Peygamber Efendimiz’in farklı görünüşüne gelince, onu, Mevlâna’nın yaklaşımıyla ele almak uygun olur zannediyorum; Mevlâna, Şems‑i Tebrizî ile karşılaşınca, Şems‑i Tebrizî ona sorar: “Bayezid-i Bistâmî mi daha büyüktü, yoksa Allah Resûlü mü?” Hazret cevap verir: “O nasıl söz! Allah’ın Resûlü’nden büyüğü mü olur?” “Ama, nasıl oluyor da Allah’ın Resûlü مَا عَرَفْنَاكَ حَقَّ مَعْرِفَتِكَ يَا مَعْرُوفُ Yani ‘Seni hakkıyla bilemedik ey Mâruf!’[2] demesine mukabil, Bayezid‑i Bistâmî سُبْحَانَكَ مَا أَعْظَمَ شَأْنِي ‘Kendimi tesbih ederim, şânım ne yüce!’[3] diyor.” Mevlâna tebessüm ederek der ki, “İnsanlığın İftihar Tablosu’nun kovası o kadar büyüktü ki, tıpkı ummanlar gibiydi. Mârifet adına ne denli dolarsa dolsun denge bozulmuyor ve taşma olmuyordu. Diğerine gelince, kabı dar olduğundan hemen az bir şeyle taşabiliyordu.”

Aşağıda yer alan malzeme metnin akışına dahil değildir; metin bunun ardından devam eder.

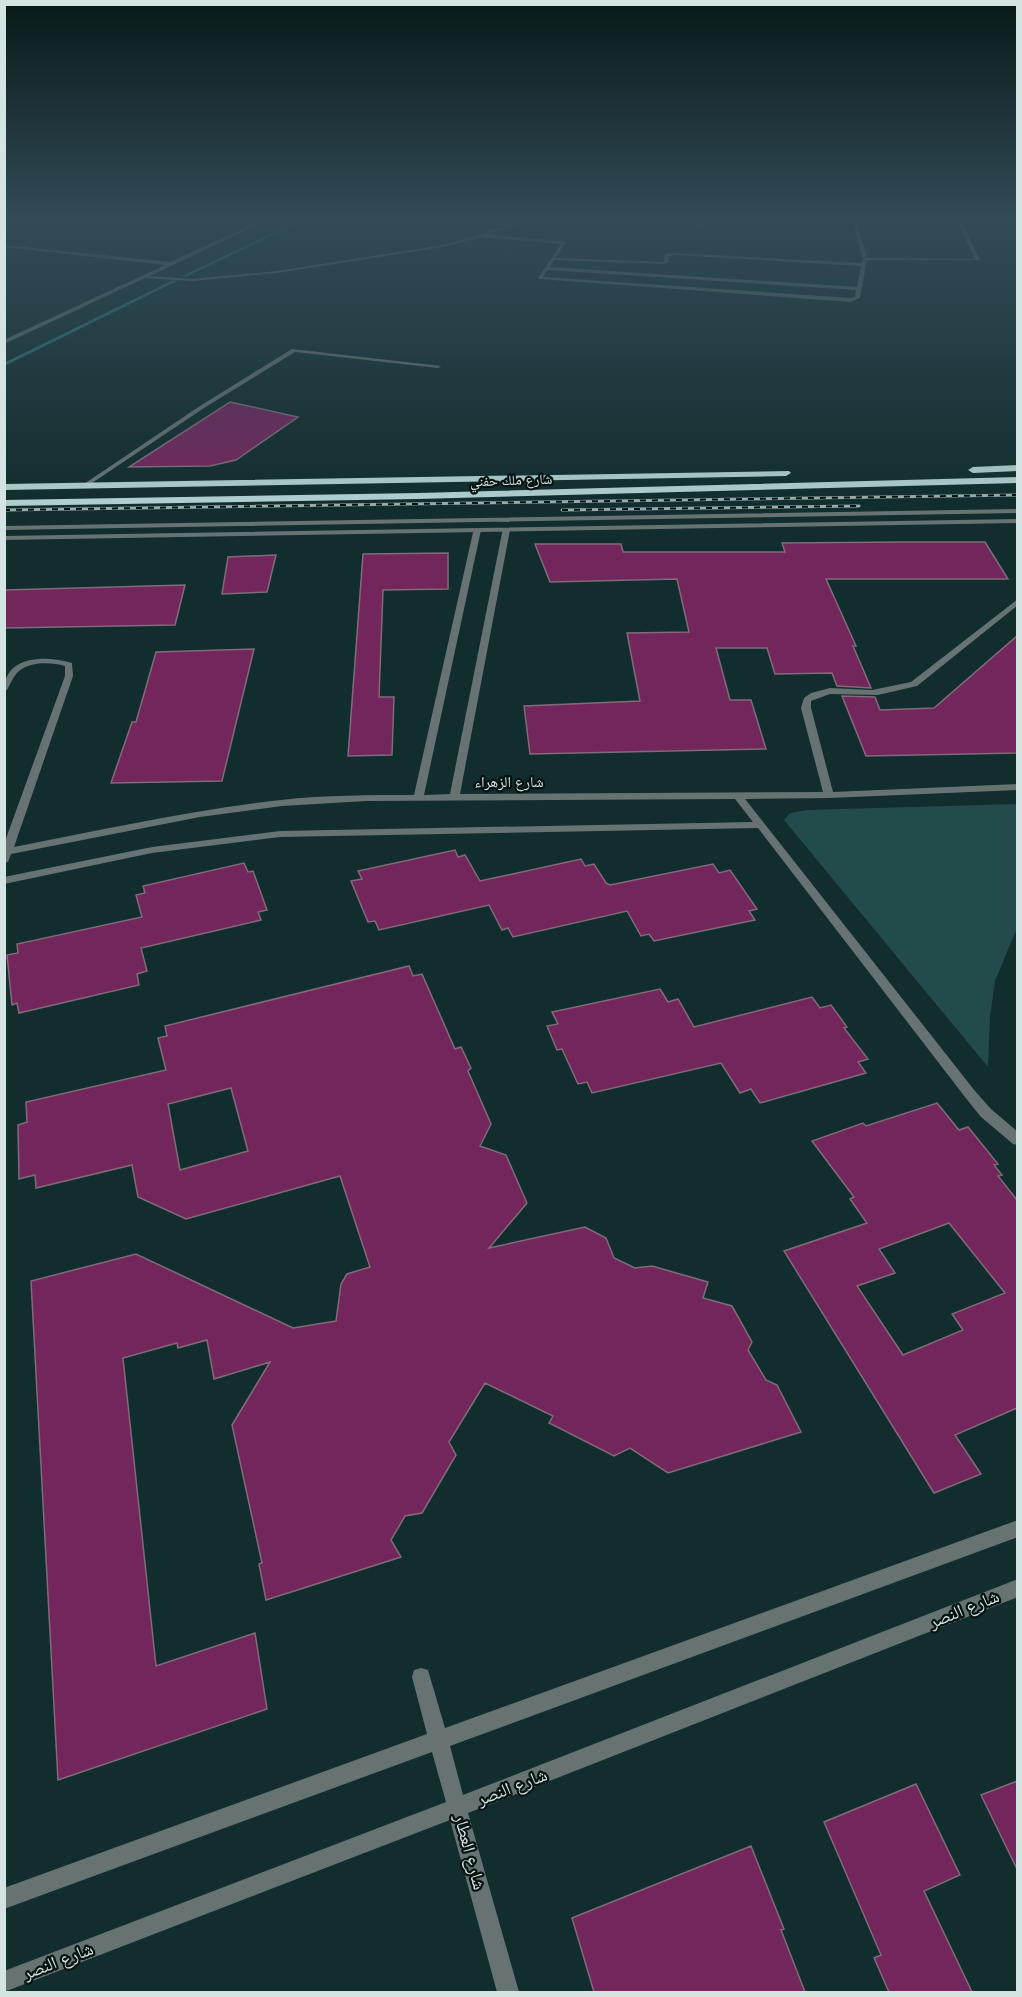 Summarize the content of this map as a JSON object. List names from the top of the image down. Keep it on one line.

Evet, İnsanlığın İftihar Tablosu’nun öyle bir kabı vardı ki hangi dünyevî engel önüne çıkarsa çıksın Allah’la münasebeti açısından hiç zaafa düşmeyecek, hiçbir zaaf göstermeyecek ve misyonunu yine hakkıyla eda edecekti.. hem de en büyük insanlar gibi. Estağfirullah, ne büyük insanı; büyük insanlar O’nun kapısında kul bile olamaz.

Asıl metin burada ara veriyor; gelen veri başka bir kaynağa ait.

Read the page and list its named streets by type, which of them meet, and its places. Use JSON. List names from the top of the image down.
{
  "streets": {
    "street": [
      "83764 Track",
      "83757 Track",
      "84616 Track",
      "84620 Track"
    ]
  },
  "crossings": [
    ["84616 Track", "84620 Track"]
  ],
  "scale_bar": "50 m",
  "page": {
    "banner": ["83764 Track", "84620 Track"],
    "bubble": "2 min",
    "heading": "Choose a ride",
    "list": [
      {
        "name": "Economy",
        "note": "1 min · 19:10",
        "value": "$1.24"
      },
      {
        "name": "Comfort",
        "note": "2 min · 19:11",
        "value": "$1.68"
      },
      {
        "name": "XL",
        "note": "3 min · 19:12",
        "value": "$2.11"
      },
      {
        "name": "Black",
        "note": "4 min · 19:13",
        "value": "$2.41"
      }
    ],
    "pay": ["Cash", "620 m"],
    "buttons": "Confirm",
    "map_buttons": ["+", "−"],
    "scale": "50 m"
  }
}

Ama bize gelince, biz bir kapının kilidini açmakla meşgul olurken, zannediyorum bir başka kilit karşımıza çıksa ne yapacağımızı şaşırır kalırız. Bu konuda aşmışlıkla, aşmamışlık birbirine karıştırılmamalı. Bu iki şeyi birbirine karıştırmak, netice itibarıyla her şeyi karıştırmak demektir.
Evet, Şark’ı bilmez, Garb’ı görmez nâdânların yarım yamalak bilgileriyle böyle bir ruh hâletini anlamak mümkün değildir. Bu iş, gönül enginliği içinde Allah’ı duymuş, böyle bir duymayı irfan hâline getirmiş, irfan duygusunu muhabbetle bezemiş ve muhabbetini aşk u şevk enginliğine ulaştırmış babayiğitlerin kârıdır.
Ben bütün dengelere başkaldırarak, başkalarının arkalarından koştuğu şeyleri ayağının ucuyla bir kenara itecek, İnsanlığın İftihar Tablosu’nun beyanı içinde dininden, diyanetinden dolayı kendilerine deli denilecek 5‑10 insan istiyorum. Kendini hiç düşünmeyen, makam, mansıp, şan, şeref, şöhret, para, evlâd ü ıyâl demeyen 5‑10 insan. N’olur Allahım! Senin hazinelerin geniştir. İsteyene istediğini ver; bana da bu ölçüde 5‑10 insan. N’olur Allahım…
- tarihinde hazırlandı.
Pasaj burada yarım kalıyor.